A study on enterprise routers released today by Infonetics Research shows Cisco Systems rates better than the competition when it comes to pricing, security, technology, management features, product roadmap, financial stability and service and support.
The study, “User Plans for Routers, North America 2004,” is based on interviews with network managers at 184 medium and large organizations from six vertical markets — healthcare, federal government, education, retail, finance, and manufacturing — about their perceptions of leading enterprise router manufacturers and products, how they select and evaluate manufacturers, and their reasons for switching to new manufacturers.
The study data is cut by vertical market and organization size, and includes scorecards of five router manufacturers, including 3Com/Huawei, ADTRAN, Cisco, Enterasys and Nortel.
“Even though Cisco rated higher than the competition in the areas we asked about, their competitors will find it interesting that on the price issue they didn’t rate much higher, and certainly not by as much as in all other areas,” said Jeff Wilson, author of the study and principal analyst with Infonetics Research.
“The chinks in Cisco’s armor are very small, but they are there, and mostly revolve around their ability to charge high prices because they don’t have stable competition.
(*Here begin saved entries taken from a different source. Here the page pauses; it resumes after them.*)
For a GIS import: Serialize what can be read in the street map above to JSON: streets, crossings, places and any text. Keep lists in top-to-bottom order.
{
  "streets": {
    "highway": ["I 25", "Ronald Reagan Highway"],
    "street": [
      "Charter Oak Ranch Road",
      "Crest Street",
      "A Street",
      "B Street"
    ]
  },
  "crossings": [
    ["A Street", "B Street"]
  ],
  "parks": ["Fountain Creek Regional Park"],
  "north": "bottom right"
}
But there are several vendors, including Juniper, that have a chance to take a run at Cisco’s dominant share in this space, which will heat things up in the enterprise router market in the coming months.”
Most respondents in the study see integration with existing technology and capital costs as barriers for investing in new router technology. They also agree that training costs are a negligible issue.
Concerns of using an emerging technology or product seem to be strongest where the network infrastructure is a revenue-generating tool, such as in the finance sector, and weakest where the network is purely for support, such as in education.